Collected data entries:
···

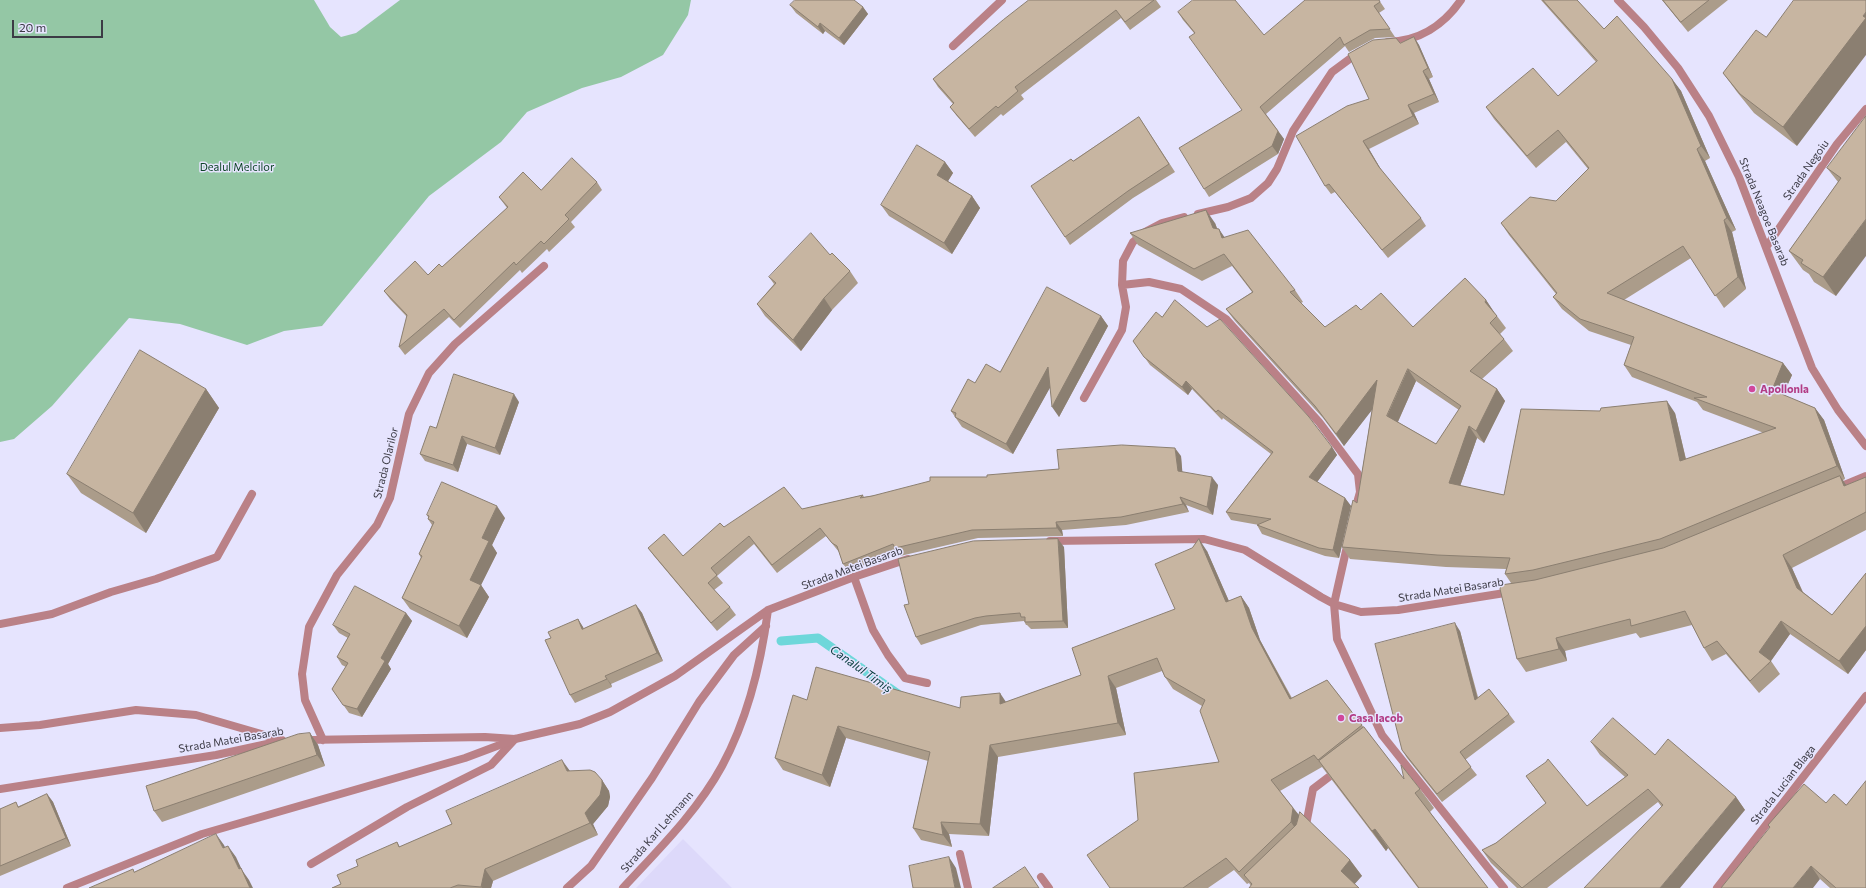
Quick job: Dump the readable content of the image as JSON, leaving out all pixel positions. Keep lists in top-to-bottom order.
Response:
{
  "streets": {
    "street": [
      "Strada Negoiu",
      "Strada Neagoe Basarab",
      "Strada Olarilor",
      "Strada Matei Basarab",
      "Strada Lucian Blaga",
      "Strada Karl Lehmann"
    ]
  },
  "crossings": [
    ["Strada Negoiu", "Strada Neagoe Basarab"],
    ["Strada Olarilor", "Strada Matei Basarab"],
    ["Strada Matei Basarab", "Strada Karl Lehmann"]
  ],
  "water": ["Canalul Timiș"],
  "parks": ["Dealul Melcilor"],
  "places": ["Apollonla", "Casa Iacob"],
  "scale_bar": "20 m"
}
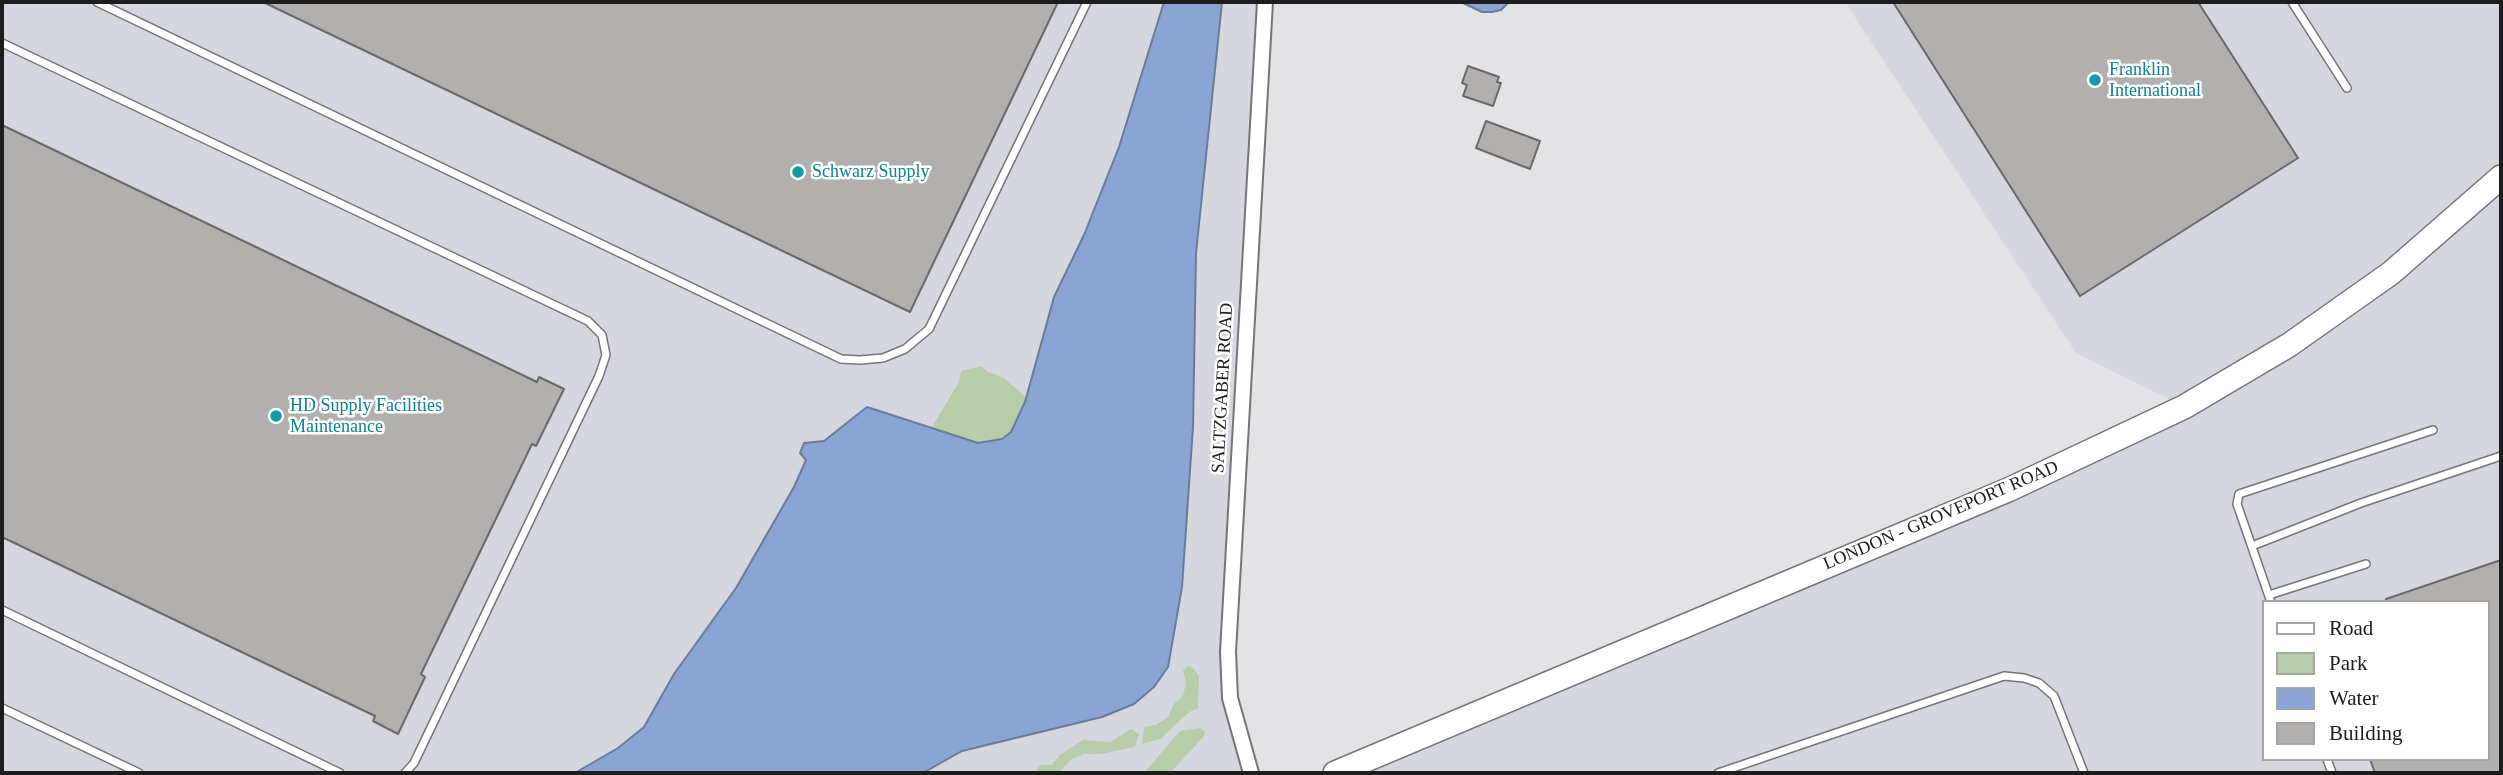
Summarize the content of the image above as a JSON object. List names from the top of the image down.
{
  "streets": {
    "main road": ["LONDON - GROVEPORT ROAD"],
    "street": ["SALTZGABER ROAD"]
  },
  "places": ["Franklin International", "Schwarz Supply", "HD Supply Facilities Maintenance"],
  "legend": [
    "Road",
    "Park",
    "Water",
    "Building"
  ]
}
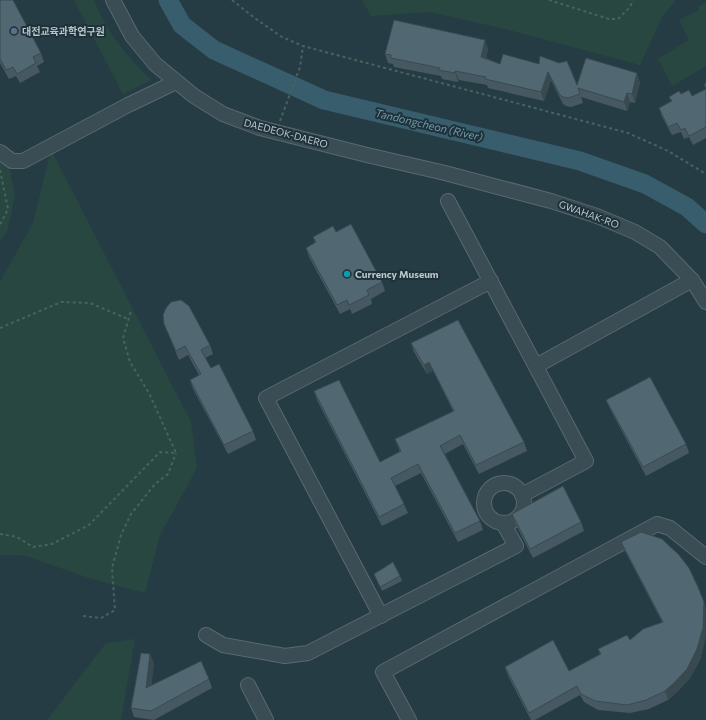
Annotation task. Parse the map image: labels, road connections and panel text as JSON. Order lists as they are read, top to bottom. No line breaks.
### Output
{"streets":{"lane":["DAEDEOK-DAERO","GWAHAK-RO"]},"crossings":[["DAEDEOK-DAERO","GWAHAK-RO"]],"water":["Tandongcheon (River)"],"places":["대전교육과학연구원","Currency Museum"]}
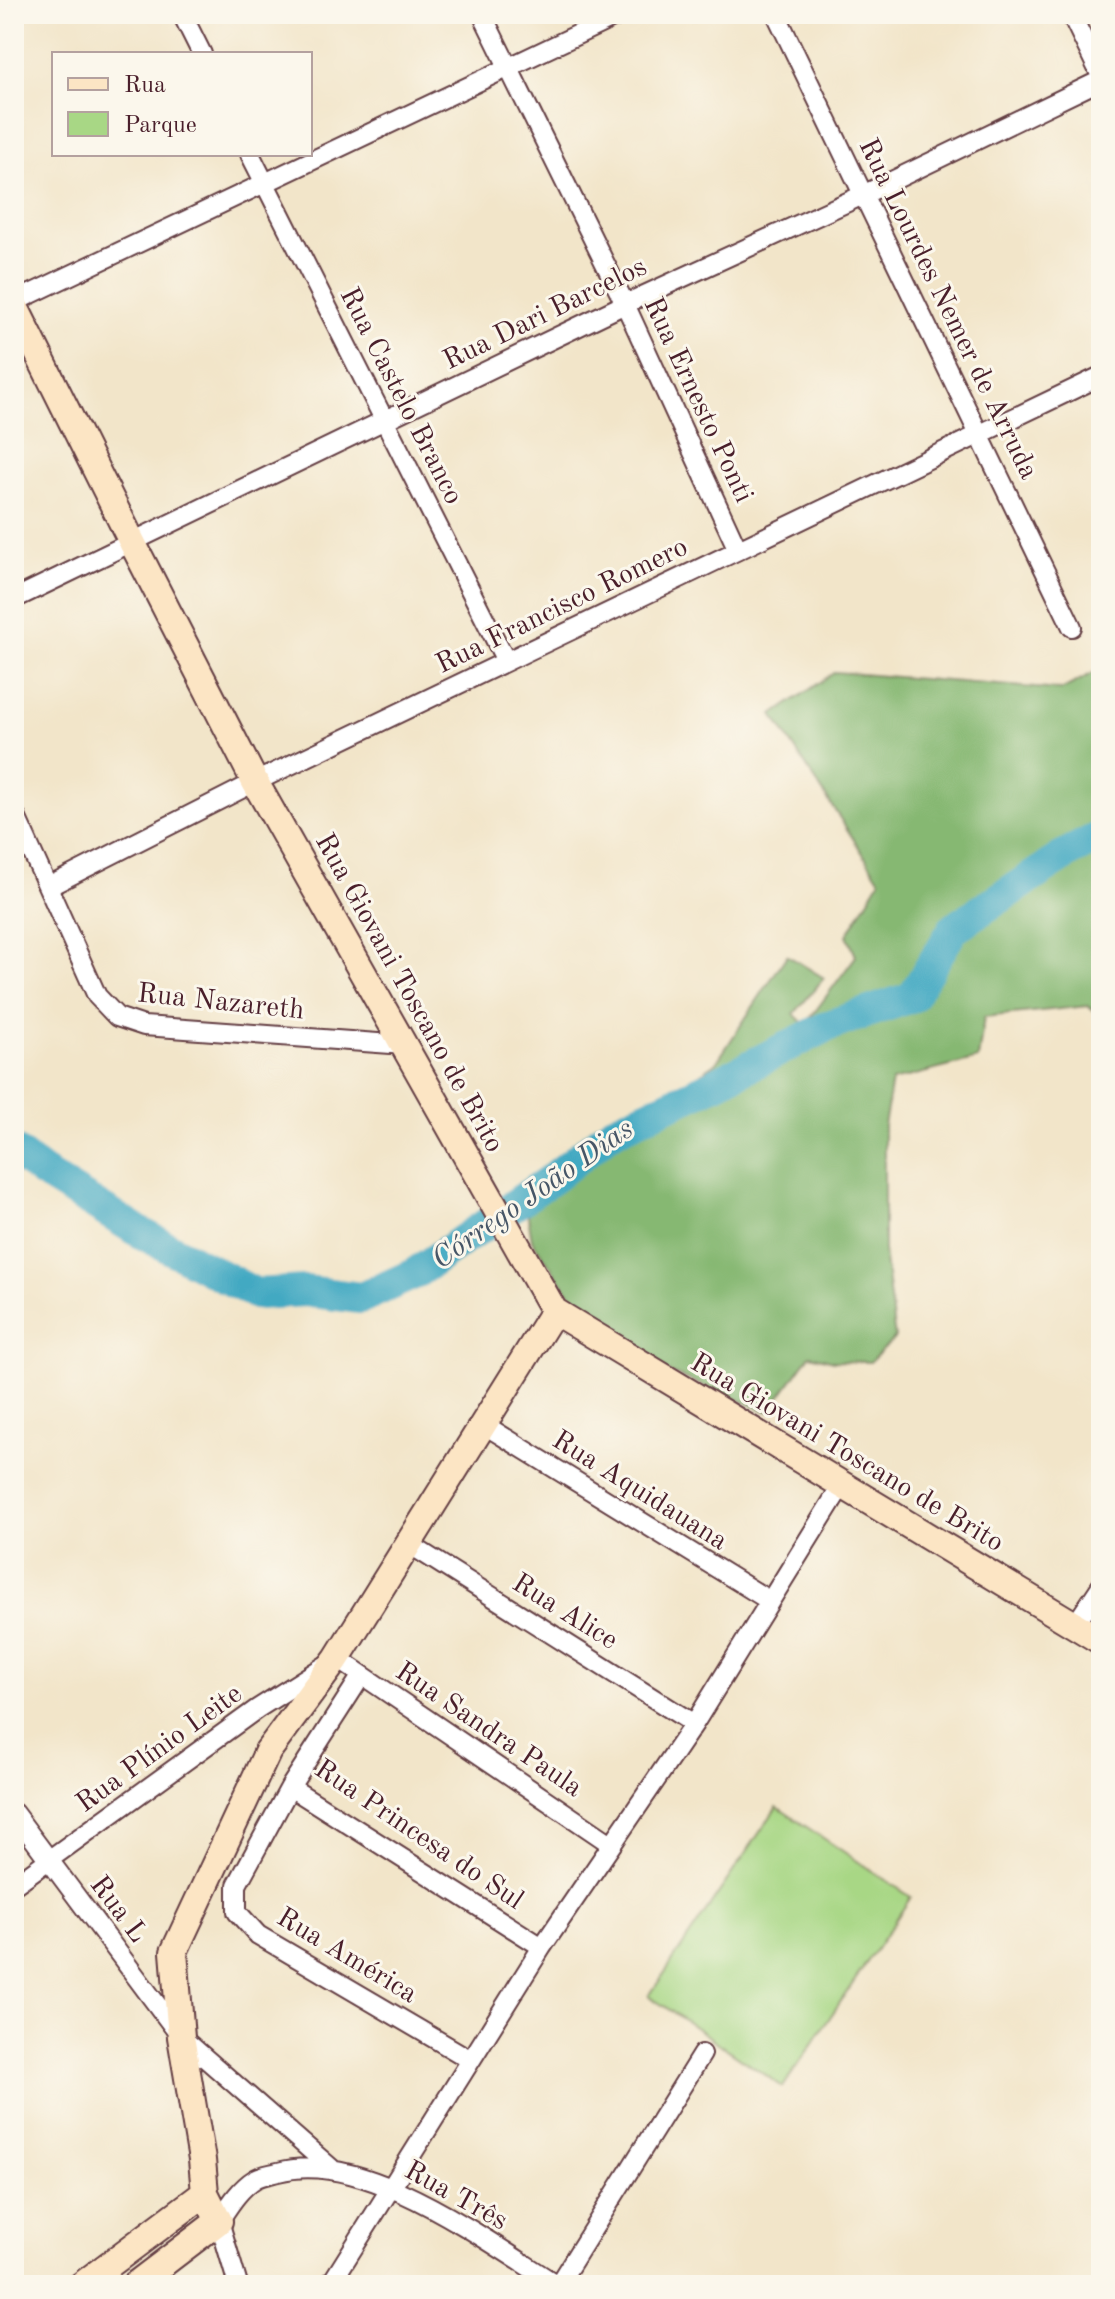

···

_Problem to work on_
If a line in the records holds the string "lists", copy it.

_Solved exercise_
Quick job: Dump the readable content of the image as JSON, leaving out all pixel positions. Keep lists in top-to-bottom order.
Annotation task. Parse the map image: labels, road connections and panel text as JSON. Order lists as they are read, top to bottom. No line breaks.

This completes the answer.